Sekretaris Umum Pimpinan Pusat (PP) Muhammadiyah Abdul Mu’ti saat dihubungi, Jumat (24/9/2021), mengatakan, dengan fenomena pelaporan aktivis oleh pejabat publik itu, banyak pihak khawatir dengan masa depan dan iklim demokrasi di Indonesia. Hal itu terutama terkait keterbukaan, kebebasan berekspresi, dan menyampaikan pendapat di ruang publik yang tak lagi kondusif.
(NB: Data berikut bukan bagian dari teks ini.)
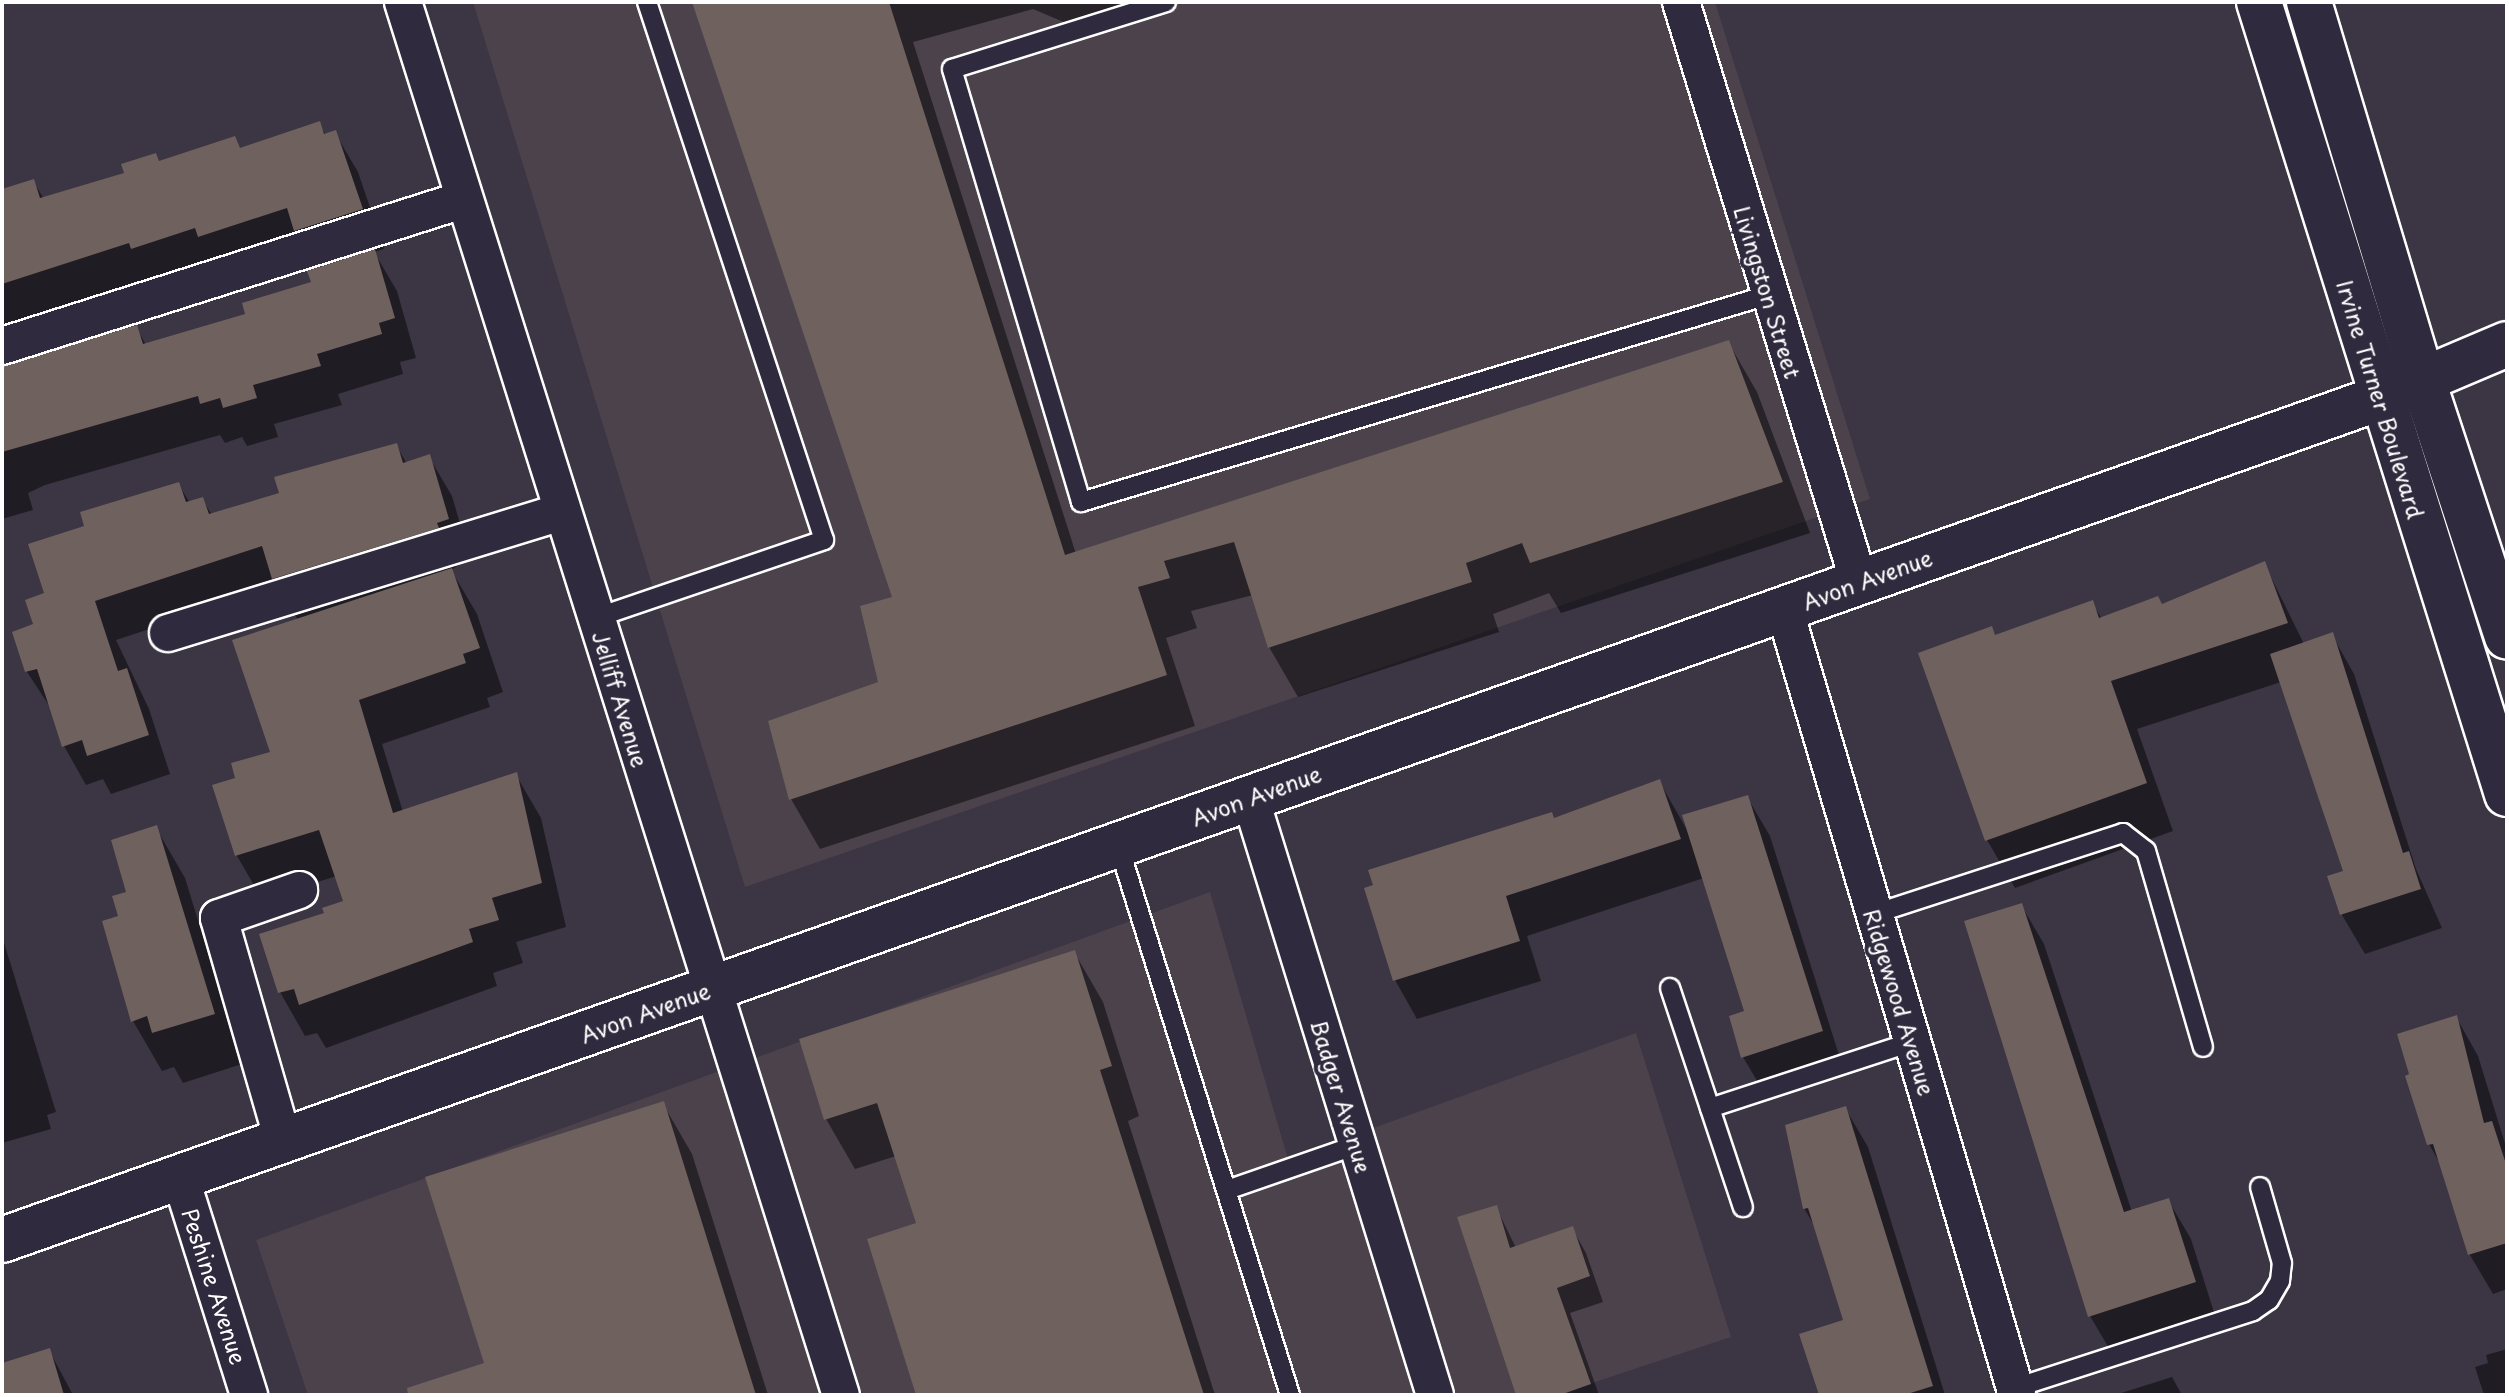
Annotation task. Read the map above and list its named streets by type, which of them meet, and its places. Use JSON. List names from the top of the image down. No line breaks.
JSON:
{"streets":{"street":["Livingston Street","Irvine Turner Boulevard","Avon Avenue","Jelliff Avenue","Ridgewood Avenue","Badger Avenue","Peshine Avenue"]},"crossings":[["Livingston Street","Avon Avenue"],["Irvine Turner Boulevard","Avon Avenue"],["Avon Avenue","Jelliff Avenue"],["Avon Avenue","Ridgewood Avenue"],["Avon Avenue","Badger Avenue"],["Avon Avenue","Peshine Avenue"]]}
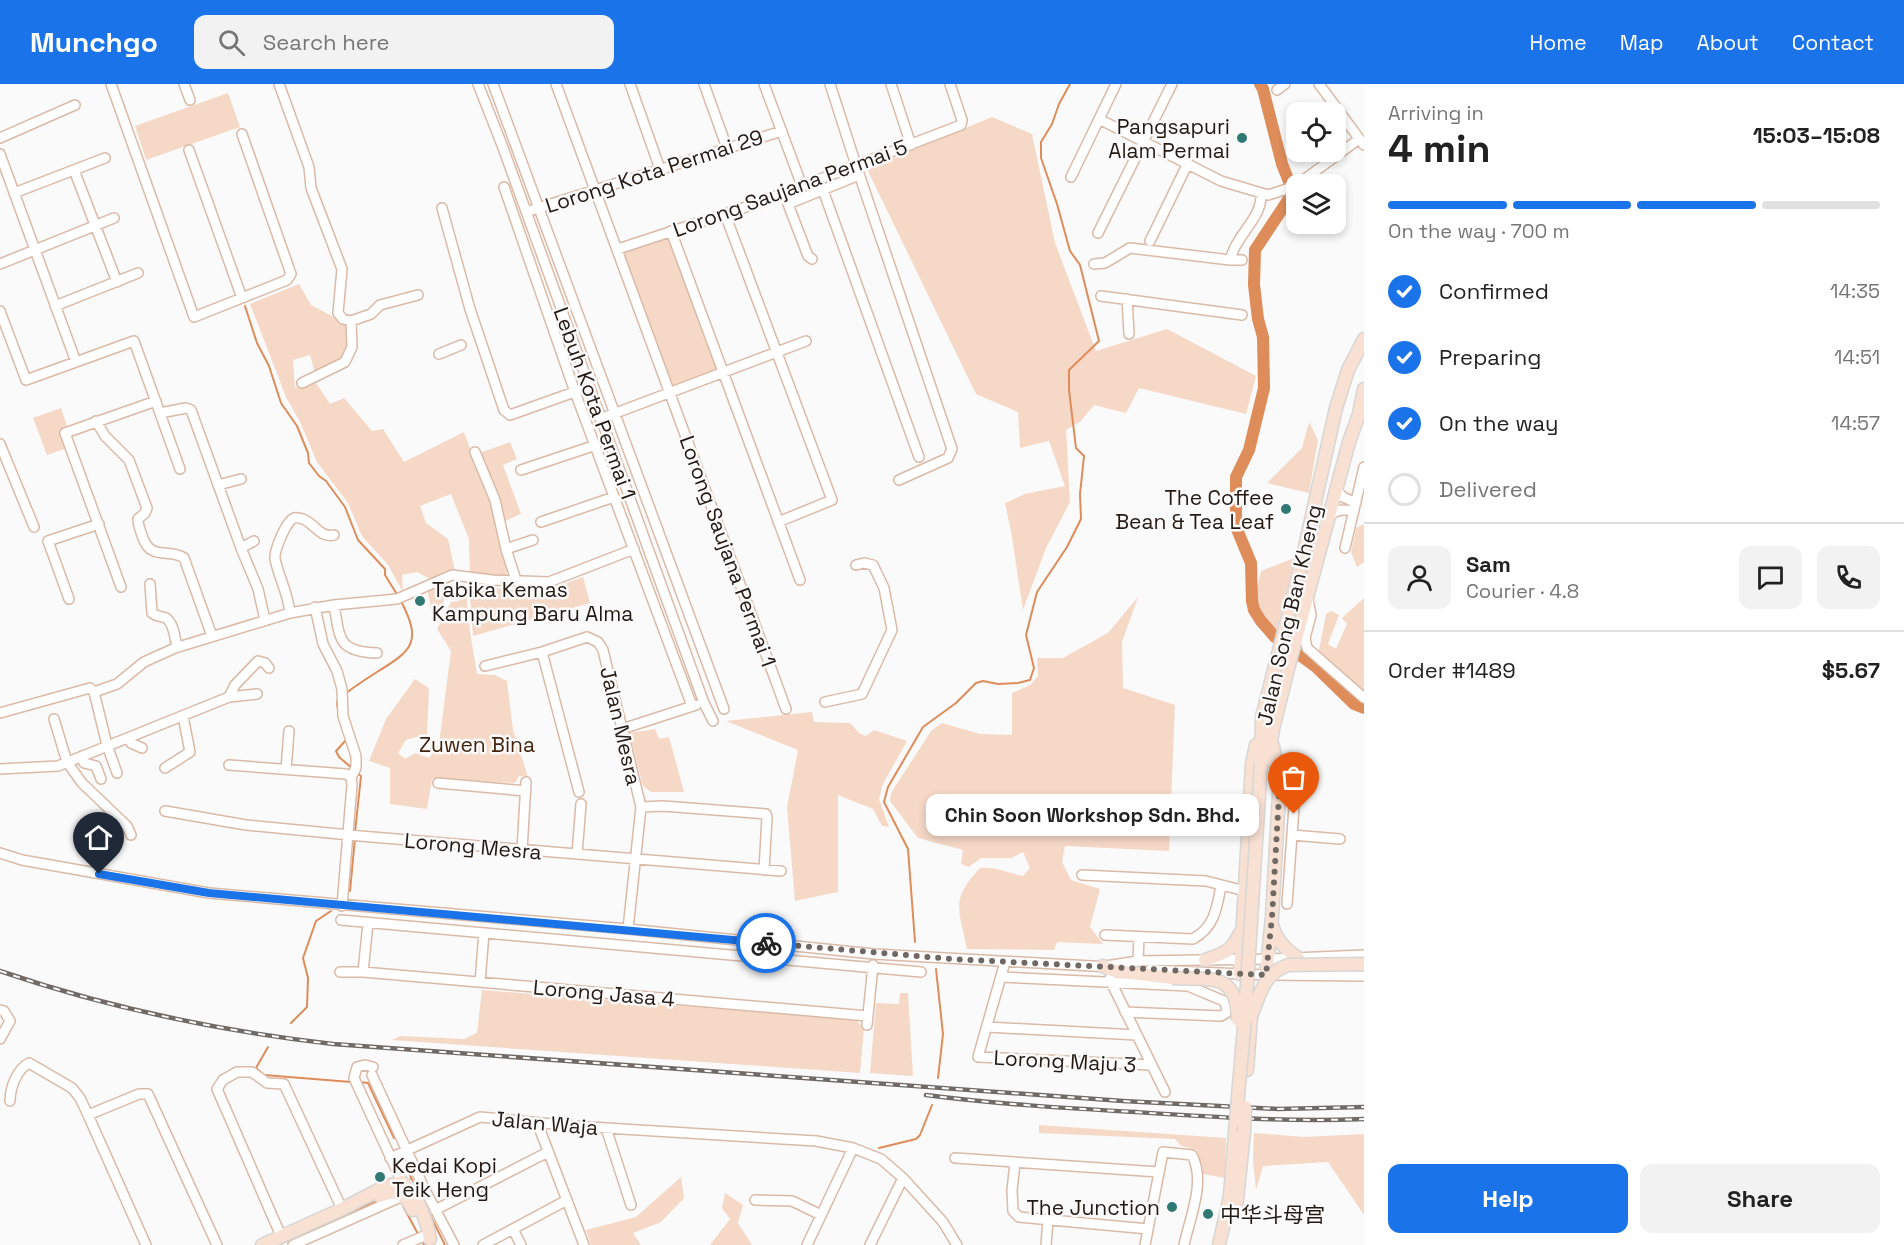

Pemerintah dan pejabat publik cenderung antikritik. Padahal, Presiden Joko Widodo dalam berbagai kesempatan selalu mengatakan, dirinya bukanlah orang yang antikritik. Seharusnya sikap ini diikuti pejabat di bawahnya, termasuk aparat penegak hukum. Aparat diminta untuk tidak bersikap berlebihan dalam menghadapi kritik.
”Demokrasi yang sehat meniscayakan checks and balances serta pelibatan publik dalam pengambilan keputusan dan proses legislasi. Saat ini, pendekatan kekuasaan dalam pengambilan dan pelaksanaan kebijakan terlihat begitu mengemuka,” kata Mu’ti.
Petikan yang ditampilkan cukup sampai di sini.